This note serves to document things I have learnt using Kettle (3.2).
What Java? Kettle does not appear to function correctly with a 64-bit JVM. It does happily run with Java 8. If you do want to run Kettle (with a 32-bit JVM) and Tomcat (with a 64-bit JVM) on the same system, this is perfectly possible. My experience is on a windows system so I configured Tomcat using C:\Program Files\Apache Software Foundation\Tomcat 7.0\bin\Tomcat7w.exe to explicitly tell it where to get its JVM (in my case C:\Program Files\Java\jre1.8.0_45\bin\server\jvm.dll) and I set the path environment variable to have C:\Program Files (x86)\Java\jre1.8.0_45\bin at the beginning.
Installation To expand on the recipe given elsewhere:
Download and unzip Kettle. From version 1.4 we are compatible with version 3 of the PDI so you can download version 3.2 - BUT not yet (at version 1.6) compatible with version 4 of the PDI.
Unzip the OpenVPMSLoader.zip file found in the import/plugin folder in the openvpms distribution. This should be unzipped into plugins/steps folder in Kettle.
NOTE: Kettle 3.2 ships with version 2.0.6 of the Spring framework, whereas the OpenVPMS Loader plugin requires Spring 3.x. Hence you need to:
1. backup your Kettle installation directory
2. remove libext/spring/spring-core.jar
3. copy the OpenVPMS jars to libext/spring:
cp plugins/steps/OpenVPMSLoader/*.jar libext/spring/
4. Start Kettle
Failure to do the above will result in a "No application context specified" error when the OpenVPMS Loader plugin starts.
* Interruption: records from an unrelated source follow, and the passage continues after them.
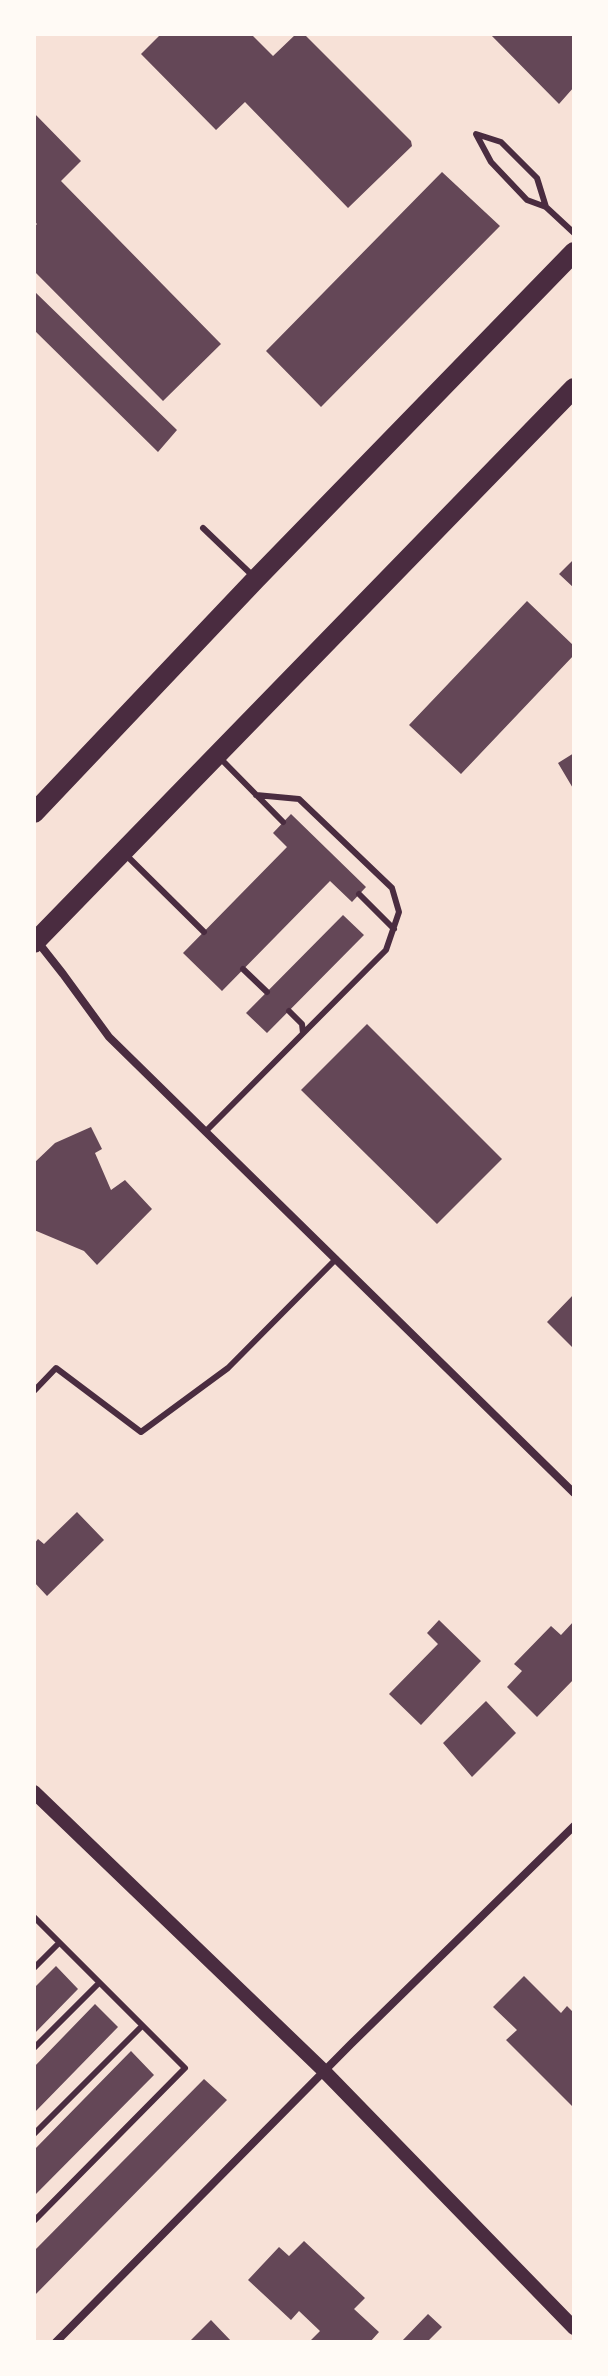 <!DOCTYPE html>
<style>
body{margin:0}
#map{position:relative;width:608px;height:2376px;overflow:hidden;background:#f7e1d7;font-family:"Asap Condensed",sans-serif}
canvas{display:block}
.frame{position:absolute;inset:0;border:36px solid #fffaf5;pointer-events:none}
</style>
<div id="map">
<canvas width="608" height="2376"></canvas>
<div class="frame"></div>
</div>
<script>
const context = document.querySelector('canvas').getContext('2d');
context.lineJoin = 'round';
function fill(path, color) { context.fillStyle = color; context.fill(path, 'evenodd'); }
const shape = rows => new Path2D(rows.map(r => 'M' + r).join(''));
function stroke(path, color, width, dash) { context.strokeStyle = color; context.lineWidth = width; context.lineCap = dash ? 'butt' : 'round'; context.setLineDash(dash || []); context.stroke(path); }
const building = shape([
 [161,34,251,34,273,56,296,34,304,34,411,141,412,146,348,208,245,102,216,130,141,54],
 [490,34,574,34,574,87,559,104],
 [34,113,81,161,61,181,221,344,163,401,34,271,34,227,37,224,34,221],
 [442,172,500,226,321,407,266,351],
 [34,291,177,430,158,452,34,330],
 [574,559,574,588,559,574],
 [527,601,574,646,574,655,461,774,409,725],
 [574,753,574,790,558,763],
 [291,814,366,887,352,902,330,881,222,991,183,953,287,847,273,833],
 [343,915,364,935,267,1033,246,1013],
 [367,1024,502,1159,437,1224,301,1090],
 [91,1127,102,1149,95,1153,111,1190,125,1180,152,1209,97,1265,84,1251,34,1230,34,1163,55,1143],
 [574,1294,574,1349,547,1322],
 [77,1512,104,1540,47,1596,34,1582,34,1544,38,1539,44,1544],
 [439,1620,481,1661,421,1725,389,1694,438,1644,427,1633],
 [574,1621,574,1679,537,1717,507,1687,522,1671,514,1664,551,1626,561,1635],
 [486,1701,516,1733,472,1777,443,1743],
 [56,1966,78,1989,34,2034,34,1988],
 [524,1976,561,2013,567,2006,574,2013,574,2108,506,2040,517,2030,493,2007],
 [95,2004,118,2027,34,2113,34,2067],
 [131,2051,154,2075,34,2196,34,2150],
 [204,2079,227,2100,34,2296,34,2251],
 [304,2241,365,2298,354,2309,379,2332,370,2342,309,2342,320,2331,299,2311,291,2320,248,2280,279,2247,289,2256],
 [428,2314,442,2327,427,2342,401,2342],
 [211,2320,232,2342,189,2342]
]);
const service = shape([
 [546,207,537,178,501,142,476,134,491,162,527,200,546,207,574,233],
 [203,528,252,575],
 [219,757,283,822],
 [125,854,204,932],
 [359,894,394,929],
 [243,969,267,992],
 [289,1011,302,1024,303,1033],
 [206,1131,386,950,399,912,392,888,299,799,256,795],
 [34,1391,56,1368,141,1432,228,1368,336,1259],
 [34,1917,185,2068,34,2221],
 [34,1968,59,1943],
 [34,2048,99,1983],
 [34,2134,142,2026]
]);
const minor = shape([
 [37,941,63,974,109,1037,574,1493],
 [56,2342,351,2044,574,1826]
]);
const tertiary = shape([
 [34,1792,324,2071,574,2328]
]);
const primary = shape([
 [34,813,256,579,574,252],
 [34,943,574,388]
]);
fill(building, '#644757');
stroke(service, '#4a2c40', 6);
stroke(minor, '#4a2c40', 8);
stroke(tertiary, '#4a2c40', 14);
stroke(primary, '#4a2c40', 20);
</script>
Kettle is a really neat powerful tool. You may find the following will save you some time.
Log size The internal log is not of infinite size. If something goes wrong and you have an error on every row, the earlier records will be discarded. Also after an overflow situation like this, Kettle seems to be unable to fully clear the log. That is, you can clear it, and it appears to empty, but when you start a new transform/job the old stuff re-appears. To fully clear the log after an overflow, stop and restart Kettle.
External log You can specify the log file for a job or transform. If you specify it for a job, then the settings apply to all the transforms in the job (unless you provide log settings for them). Note that the records are batched out into the log - the internal log runs ahead of the external one, and in the event of a crash (most commonly a java heap overflow), you will not get all records in the external log.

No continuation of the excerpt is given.